Some crew members forgot their training, so we designed and built in reminders. We added tailgate alarms that buzz if two people walk in and only one had badged in. More alarms were put on control room doors. Big signs stating the new rules and processes were posted on entry doors. Keypads now have codes that need to be entered for each individual. We removed key locks and installed card readers to track entry and exit; and we regularly monitor security camera footage. Still, some folks were baffled by this “hassling.” It took some time, but it seems to have finally worked, although we’re still working on ways to simplify the process and make it obvious to all. Old habits are much harder to break than a logical set of new, CIP V5 rules would lead you to believe
Cybersecurity Upgrades
Another challenge we faced was that the new, CIP rules increased cyber security in the communications between the high- and medium-impact facilities that were identified in the pilot. SMUD installed new cyber controls to ensure that only authorized data is sent and received in all of the cyber communication coursing back and forth between our facilities’ devices. And now, we have to document that we are performing new protective measures at all times.
Firewalls that allow or block data were required at substations in order to protect them from cyber at tacks. Other interactive, remote access rules and jump host devices were needed for talking across electronic security perimeters. Just describing what those are and what these terms mean would take volumes (and it has). The technical part was challenging enough. Lots of expensive, time consuming tests were needed. Because reliability was paramount, backup plans in case devices failed were added.
A Coordinated, Multidisciplined Approach
A lesson to share involves responsibility. Figuring out which internal group owned and maintained the new, substation firewalls became key. First, there is the group who installed and maintained the firewalls. Then, we had to determine who was responsible for documenting the new tasks and performing continued maintenance.

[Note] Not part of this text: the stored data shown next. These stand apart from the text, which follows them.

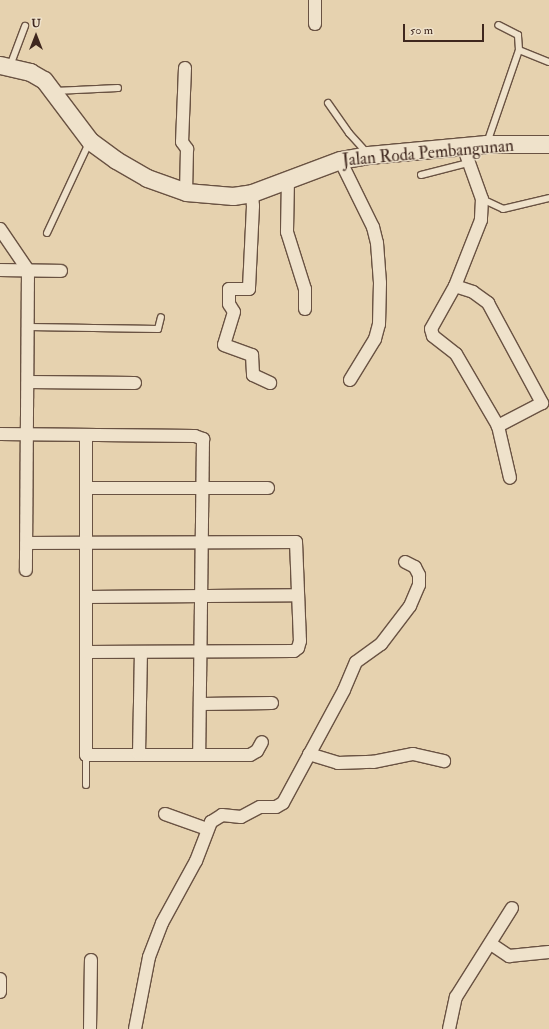 <!DOCTYPE html>
<style>
body{margin:0}
#map{position:relative;width:549px;height:1029px;overflow:hidden;background:#e6d2af;font-family:"IM FELL Double Pica",serif}
div>[style]{position:absolute}
.roads{filter:drop-shadow(1px 0 #695242) drop-shadow(-1px 0 #695242) drop-shadow(0 1px #695242) drop-shadow(0 -1px #695242)}
.lane>*{height:6px;margin:-3px;padding:0 3px;transform-origin:3px;border-radius:3px;background:#efe2cb}
.street>*{height:12px;margin:-6px;padding:0 6px;transform-origin:6px;border-radius:6px;background:#efe2cb}
.secondary>*{height:17px;margin:-8.5px;padding:0 8.5px;transform-origin:8.5px;border-radius:8.5px;background:#efe2cb}
span{translate:-50% -50%;white-space:nowrap;text-align:center;line-height:1.15;-webkit-text-stroke:3px #efe2cb;paint-order:stroke}
.street-label{font-size:17px;color:#3f271e}
.north{position:absolute;left:16px;top:16px;width:40px;height:40px;-webkit-text-stroke:3px #efe2cb;paint-order:stroke;rotate:0deg;font-size:11px;font-weight:700;line-height:16px;text-align:center;color:#3f271e}
.north::after{content:'';display:block;margin:auto;width:14px;height:18px;background:#3f271e;clip-path:polygon(50% 0,100% 100%,50% 72%,0 100%)}
.scale{position:absolute;left:403px;top:24px;width:81px;height:18px;box-sizing:border-box;border:2px solid #3f271e;border-top:0;padding-left:5px;font-size:12px;line-height:14px;white-space:nowrap;color:#3f271e;-webkit-text-stroke:3px #efe2cb;paint-order:stroke}
</style>
<div id="map">
<div class="roads">
<div class="lane">
<div style="left:519px;top:50px;width:32px;rotate:22deg"></div>
<div style="left:10px;top:66px;width:43px;rotate:-69.4deg"></div>
<div style="left:55px;top:91px;width:63px;rotate:-2.7deg"></div>
<div style="left:328px;top:103px;width:37px;rotate:55deg"></div>
<div style="left:349px;top:133px;width:25px;rotate:48deg"></div>
<div style="left:487px;top:143px;width:98px;rotate:-71deg"></div>
<div style="left:519px;top:50px;width:15px;rotate:-94deg"></div>
<div style="left:518px;top:35px;width:22px;rotate:-153deg"></div>
<div style="left:421px;top:175px;width:49px;rotate:-14.3deg"></div>
<div style="left:482px;top:199px;width:23px;rotate:25deg"></div>
<div style="left:503px;top:209px;width:47px;rotate:-13.4deg"></div>
<div style="left:47px;top:233px;width:99px;rotate:-65deg"></div>
<div style="left:29px;top:327px;width:129px;rotate:0.9deg"></div>
<div style="left:158px;top:329px;width:12px;rotate:-76deg"></div>
<div style="left:86px;top:785px;width:30px;rotate:-90deg"></div>
</div>
<div class="street">
<div style="left:315px;top:24px;width:24px;rotate:-90deg"></div>
<div style="left:185px;top:68px;width:74px;rotate:92.3deg"></div>
<div style="left:182px;top:142px;width:9px;rotate:54deg"></div>
<div style="left:187px;top:149px;width:43px;rotate:91.3deg"></div>
<div style="left:463px;top:146px;width:56px;rotate:70.3deg"></div>
<div style="left:482px;top:199px;width:21px;rotate:93deg"></div>
<div style="left:481px;top:220px;width:71px;rotate:111.5deg"></div>
<div style="left:455px;top:286px;width:49px;rotate:119.2deg"></div>
<div style="left:431px;top:329px;width:7px;rotate:74deg"></div>
<div style="left:433px;top:336px;width:29px;rotate:38deg"></div>
<div style="left:456px;top:354px;width:83px;rotate:59.7deg"></div>
<div style="left:498px;top:426px;width:53px;rotate:77deg"></div>
<div style="left:340px;top:160px;width:75px;rotate:63.8deg"></div>
<div style="left:373px;top:227px;width:16px;rotate:76deg"></div>
<div style="left:377px;top:243px;width:40px;rotate:85.7deg"></div>
<div style="left:380px;top:283px;width:41px;rotate:91.4deg"></div>
<div style="left:379px;top:324px;width:16px;rotate:105deg"></div>
<div style="left:375px;top:339px;width:48px;rotate:121.4deg"></div>
<div style="left:288px;top:179px;width:53px;rotate:91.1deg"></div>
<div style="left:287px;top:232px;width:60px;rotate:72.5deg"></div>
<div style="left:305px;top:289px;width:20px;rotate:90deg"></div>
<div style="left:252px;top:193px;width:13px;rotate:86deg"></div>
<div style="left:253px;top:206px;width:83px;rotate:92.8deg"></div>
<div style="left:249px;top:289px;width:20px;rotate:180deg"></div>
<div style="left:229px;top:289px;width:15px;rotate:90deg"></div>
<div style="left:229px;top:304px;width:9px;rotate:58deg"></div>
<div style="left:234px;top:312px;width:34px;rotate:107deg"></div>
<div style="left:224px;top:345px;width:30px;rotate:20deg"></div>
<div style="left:252px;top:355px;width:20px;rotate:87deg"></div>
<div style="left:253px;top:375px;width:19px;rotate:25deg"></div>
<div style="left:0;top:229px;width:50px;rotate:55.7deg"></div>
<div style="left:28px;top:270px;width:300px;rotate:90.4deg"></div>
<div style="left:0;top:270px;width:61px;rotate:0.9deg"></div>
<div style="left:455px;top:286px;width:19px;rotate:18deg"></div>
<div style="left:473px;top:292px;width:19px;rotate:36deg"></div>
<div style="left:488px;top:303px;width:114px;rotate:61.6deg"></div>
<div style="left:542px;top:403px;width:50px;rotate:152.4deg"></div>
<div style="left:28px;top:382px;width:107px;rotate:0.5deg"></div>
<div style="left:0;top:434px;width:195px;rotate:0.6deg"></div>
<div style="left:195px;top:436px;width:9px;rotate:21deg"></div>
<div style="left:203px;top:439px;width:316px;rotate:90.7deg"></div>
<div style="left:86px;top:435px;width:320px;rotate:90deg"></div>
<div style="left:86px;top:755px;width:164px"></div>
<div style="left:250px;top:755px;width:8px;rotate:-30deg"></div>
<div style="left:257px;top:751px;width:10px;rotate:-61deg"></div>
<div style="left:87px;top:488px;width:181px"></div>
<div style="left:27px;top:543px;width:269px;rotate:-0.2deg"></div>
<div style="left:296px;top:542px;width:99px;rotate:87.7deg"></div>
<div style="left:300px;top:641px;width:7px;rotate:106deg"></div>
<div style="left:298px;top:648px;width:5px;rotate:143deg"></div>
<div style="left:294px;top:651px;width:208px;rotate:179.7deg"></div>
<div style="left:86px;top:597px;width:212px;rotate:-0.5deg"></div>
<div style="left:201px;top:704px;width:71px;rotate:-0.8deg"></div>
<div style="left:139px;top:754px;width:102px;rotate:-88.9deg"></div>
<div style="left:309px;top:754px;width:30px;rotate:17deg"></div>
<div style="left:338px;top:763px;width:35px;rotate:-2deg"></div>
<div style="left:373px;top:762px;width:41px;rotate:-11.3deg"></div>
<div style="left:413px;top:754px;width:32px;rotate:13deg"></div>
<div style="left:165px;top:814px;width:45px;rotate:19.7deg"></div>
<div style="left:491px;top:944px;width:22px;rotate:34deg"></div>
<div style="left:509px;top:956px;width:40px;rotate:-5.7deg"></div>
<div style="left:0;top:979px;width:13px;rotate:90deg"></div>
<div style="left:90px;top:1029px;width:69px;rotate:-89.2deg"></div>
<div style="left:135px;top:1029px;width:73px;rotate:-79deg"></div>
<div style="left:149px;top:957px;width:36px;rotate:-69deg"></div>
<div style="left:162px;top:923px;width:71px;rotate:-61.3deg"></div>
<div style="left:196px;top:861px;width:42px;rotate:-69deg"></div>
<div style="left:211px;top:822px;width:13px;rotate:-32deg"></div>
<div style="left:222px;top:815px;width:19px;rotate:6deg"></div>
<div style="left:241px;top:817px;width:21px;rotate:-28deg"></div>
<div style="left:260px;top:807px;width:16px"></div>
<div style="left:276px;top:807px;width:8px;rotate:-30deg"></div>
<div style="left:283px;top:803px;width:128px;rotate:-61.6deg"></div>
<div style="left:344px;top:690px;width:30px;rotate:-67deg"></div>
<div style="left:356px;top:662px;width:31px;rotate:-36deg"></div>
<div style="left:381px;top:644px;width:48px;rotate:-52.7deg"></div>
<div style="left:410px;top:606px;width:23px;rotate:-67deg"></div>
<div style="left:419px;top:585px;width:10px;rotate:-90deg"></div>
<div style="left:419px;top:575px;width:9px;rotate:-117deg"></div>
<div style="left:415px;top:567px;width:11px;rotate:-153deg"></div>
<div style="left:449px;top:1029px;width:33px;rotate:-78deg"></div>
<div style="left:456px;top:997px;width:105px;rotate:-57.8deg"></div>
</div>
<div class="secondary">
<div style="left:0;top:65px;width:31px;rotate:13deg"></div>
<div style="left:30px;top:72px;width:16px;rotate:30deg"></div>
<div style="left:44px;top:80px;width:76px;rotate:53deg"></div>
<div style="left:90px;top:141px;width:32px;rotate:36deg"></div>
<div style="left:116px;top:160px;width:36px;rotate:30deg"></div>
<div style="left:147px;top:178px;width:41px;rotate:19.7deg"></div>
<div style="left:186px;top:192px;width:47px;rotate:4.9deg"></div>
<div style="left:233px;top:196px;width:19px;rotate:-9deg"></div>
<div style="left:252px;top:193px;width:94px;rotate:-20.6deg"></div>
<div style="left:340px;top:160px;width:28px;rotate:-10deg"></div>
<div style="left:368px;top:155px;width:119px;rotate:-5.3deg"></div>
<div style="left:486px;top:144px;width:63px"></div>
</div>
</div>
<div class="street-label">
<span style="left:428px;top:153px;rotate:-5deg">Jalan Roda Pembangunan</span>
</div>
<div class="north">U</div>
<div class="scale">50 m</div>
</div>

These tasks now involve several business units and skill sets, which was a change from previously, well de fined processes and responsibilities.
There are a dozen ways to approach this ownership dilemma, but we learned that it needs executive-level support. Do not assume that one group will step up and handle it all. Too many disciplines are involved in such a complex area. Some of these disciplines typically had not interfaced with others as part of their day-to-day work.

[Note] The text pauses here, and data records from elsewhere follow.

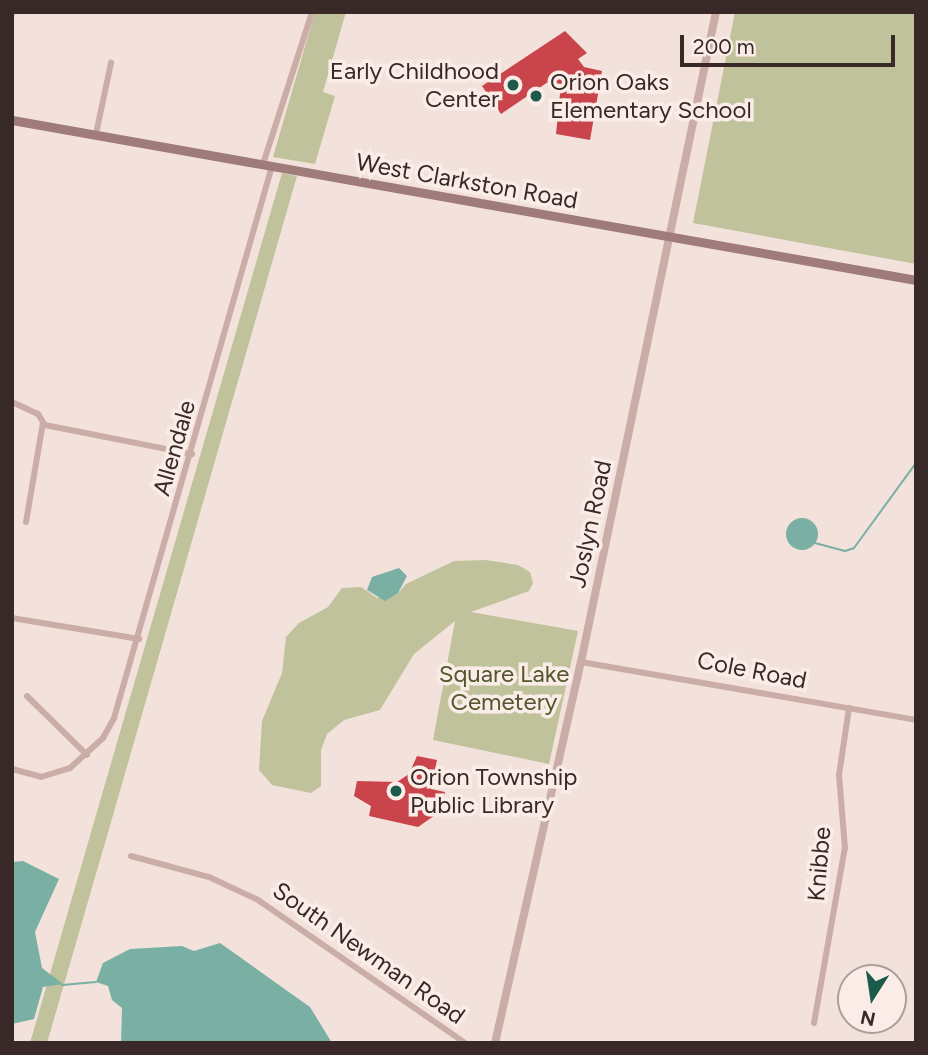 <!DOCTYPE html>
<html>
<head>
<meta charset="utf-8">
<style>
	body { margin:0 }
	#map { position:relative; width:928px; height:1055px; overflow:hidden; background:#f3e1dc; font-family:Figtree,sans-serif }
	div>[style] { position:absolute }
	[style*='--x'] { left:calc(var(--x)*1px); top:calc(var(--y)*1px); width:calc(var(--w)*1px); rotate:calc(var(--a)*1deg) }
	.green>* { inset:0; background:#c0c29b }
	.water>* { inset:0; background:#7ab0a3 }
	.round { border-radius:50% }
	.stream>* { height:2px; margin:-1px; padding:0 1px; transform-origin:1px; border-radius:1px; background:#7ab0a3 }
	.building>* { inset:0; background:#c9444b }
	.minor>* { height:6px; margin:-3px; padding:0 3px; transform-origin:3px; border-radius:3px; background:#cbada7 }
	.tertiary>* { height:8px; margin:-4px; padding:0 4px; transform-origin:4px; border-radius:4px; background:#cbada7 }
	.secondary>* { height:9px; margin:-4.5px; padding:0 4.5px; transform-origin:4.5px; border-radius:4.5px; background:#9f7b79 }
	.dots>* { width:19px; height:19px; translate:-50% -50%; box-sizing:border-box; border:4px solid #faede8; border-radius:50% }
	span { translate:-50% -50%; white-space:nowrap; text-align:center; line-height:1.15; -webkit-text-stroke:7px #faede8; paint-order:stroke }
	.poi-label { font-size:24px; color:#382828 }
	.right { translate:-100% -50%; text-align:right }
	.left { translate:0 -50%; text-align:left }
	.street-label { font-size:24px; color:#382828 }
	.park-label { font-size:24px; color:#53562b }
	.frame { position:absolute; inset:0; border:14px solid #382828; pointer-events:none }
	.north { position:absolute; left:837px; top:964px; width:70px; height:70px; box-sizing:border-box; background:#faede8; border:2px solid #ac9e9b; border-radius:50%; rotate:192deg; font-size:19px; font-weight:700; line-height:28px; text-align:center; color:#382828 }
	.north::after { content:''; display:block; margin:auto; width:24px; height:32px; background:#1c5a4c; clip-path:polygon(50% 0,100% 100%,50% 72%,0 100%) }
	.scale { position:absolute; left:680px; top:35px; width:215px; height:32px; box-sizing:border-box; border:4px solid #382828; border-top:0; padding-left:9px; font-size:21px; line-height:24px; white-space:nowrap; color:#382828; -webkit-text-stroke:5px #faede8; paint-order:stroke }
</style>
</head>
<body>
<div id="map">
	<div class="green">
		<div style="clip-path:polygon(315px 12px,346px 12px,323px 92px,335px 96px,315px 164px,273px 157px)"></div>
		<div style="clip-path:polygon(735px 12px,916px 12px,916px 264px,693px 223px)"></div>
		<div style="clip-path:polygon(282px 173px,297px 176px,109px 829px,47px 1043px,30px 1043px)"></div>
		<div style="clip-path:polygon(486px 560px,518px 565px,530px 572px,533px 583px,529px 591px,471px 612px,578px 631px,549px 764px,433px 740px,455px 621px,414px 654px,380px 710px,344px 720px,327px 734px,321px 750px,321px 786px,311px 793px,272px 785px,259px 770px,262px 721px,282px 673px,286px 637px,299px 623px,328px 607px,342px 588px,361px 587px,377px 598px,398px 593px,406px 584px,454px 561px)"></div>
	</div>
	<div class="water">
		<div class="round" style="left:786px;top:518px;width:32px;height:32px"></div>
		<div style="clip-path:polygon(399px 568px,407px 576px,398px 593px,385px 601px,367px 590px,372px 577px)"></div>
		<div style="clip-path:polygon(23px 861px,59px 879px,35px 932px,42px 968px,63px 984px,43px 987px,34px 1019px,12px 1024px,12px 862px)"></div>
		<div style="clip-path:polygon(220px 943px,310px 1007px,332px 1043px,121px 1043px,122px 1008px,112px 1000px,108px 986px,96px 982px,103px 963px,130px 949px,182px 946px,194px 951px)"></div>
	</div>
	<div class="stream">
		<div style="--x:815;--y:543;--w:31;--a:15"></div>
		<div style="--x:845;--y:551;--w:9;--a:-18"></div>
		<div style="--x:854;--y:548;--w:105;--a:-53.9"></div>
		<div style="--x:62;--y:985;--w:34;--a:-5"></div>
	</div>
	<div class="building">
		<div style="clip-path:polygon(565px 31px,587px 53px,578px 59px,584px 67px,602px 71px,590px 140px,556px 134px,561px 84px,548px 82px,501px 114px,482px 86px)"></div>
		<div style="clip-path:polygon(417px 756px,437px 760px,431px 789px,445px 792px,441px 811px,418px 827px,369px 816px,371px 806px,354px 796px,357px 781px,397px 782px,409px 774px)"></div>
	</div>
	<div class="minor">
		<div style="--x:12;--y:14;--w:2;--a:-63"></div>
		<div style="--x:96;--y:134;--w:73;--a:-78.1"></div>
		<div style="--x:263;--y:164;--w:160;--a:-72.1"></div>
		<div style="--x:12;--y:402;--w:29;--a:25"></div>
		<div style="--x:38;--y:414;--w:13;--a:58"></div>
		<div style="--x:45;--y:425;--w:150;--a:11.2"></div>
		<div style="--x:26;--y:522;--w:100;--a:-80.3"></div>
		<div style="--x:12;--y:618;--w:129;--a:9.4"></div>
		<div style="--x:581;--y:662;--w:340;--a:9.8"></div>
		<div style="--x:27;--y:696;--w:84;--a:44.5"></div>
		<div style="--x:12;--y:769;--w:30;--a:15"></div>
		<div style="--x:41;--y:777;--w:30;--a:-17"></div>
		<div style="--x:70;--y:768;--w:45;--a:-42.3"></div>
		<div style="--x:103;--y:738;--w:23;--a:-61"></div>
		<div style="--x:114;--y:718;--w:574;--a:-74.03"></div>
		<div style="--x:131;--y:856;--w:81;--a:15.1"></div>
		<div style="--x:209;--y:877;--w:54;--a:25.1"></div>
		<div style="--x:258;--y:900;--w:252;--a:34.6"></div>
		<div style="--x:814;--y:1023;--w:178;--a:-80"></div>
		<div style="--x:845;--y:848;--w:73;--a:-94.7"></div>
		<div style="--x:839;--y:775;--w:68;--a:-81.5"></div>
	</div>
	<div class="tertiary">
		<div style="--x:495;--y:1043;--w:391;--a:-77.3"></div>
		<div style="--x:581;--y:662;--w:664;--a:-78.27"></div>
	</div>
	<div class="secondary">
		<div style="--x:12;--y:120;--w:918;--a:10.04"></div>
	</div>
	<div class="dots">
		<div style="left:513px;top:85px;background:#1c5a4c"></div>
		<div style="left:536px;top:96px;background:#1c5a4c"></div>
		<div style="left:396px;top:791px;background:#1c5a4c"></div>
	</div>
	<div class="poi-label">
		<span class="right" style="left:499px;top:85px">Early Childhood<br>Center</span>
		<span class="left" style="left:550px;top:96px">Orion Oaks<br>Elementary School</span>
		<span class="left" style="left:410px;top:791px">Orion Township<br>Public Library</span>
	</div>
	<div class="street-label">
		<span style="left:467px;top:181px;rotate:10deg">West Clarkston Road</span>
		<span style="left:174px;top:448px;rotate:-74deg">Allendale</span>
		<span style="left:590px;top:524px;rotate:-78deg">Joslyn Road</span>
		<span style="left:752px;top:670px;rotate:11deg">Cole Road</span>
		<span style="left:819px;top:864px;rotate:-85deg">Knibbe</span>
		<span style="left:369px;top:953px;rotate:35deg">South Newman Road</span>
	</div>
	<div class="park-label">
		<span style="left:504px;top:688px">Square Lake<br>Cemetery</span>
	</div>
	<div class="frame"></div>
	<div class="north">N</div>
	<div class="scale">200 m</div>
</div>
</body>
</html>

We chose to set up a team with representatives across all business units. Getting executives on the same page on responsibilities is very important. Also, we empowered a dedicated, CIP pilot project manager to oversee that issues were hammered out.
Regular CIP project steering team meetings were essential to make decisions, and to resolve issues and disputes. With the aforementioned executive support, the team had representatives from telecommunications, operations, security, information technology, facilities, reliability compliance, legal, and even the budget office.
The Bottom Line
More than 10,000 person hours and $5 million later, SMUD has succeeded in the implementation of CIP V5 Standards and Requirements. SMUD’s participation in the CIP V5 Pilot Project was worth all the time and effort. We learned a lot from the NERC experts involved, and they took away first-hand experience in how their new regulations will work in real, operational situations. That is the best way to develop and implement regulations whose goal is a reliable BES.
NERC staff has applauded our efforts publicly — but, of course, only our compliance audit will tell. That comes next March. Wish us luck.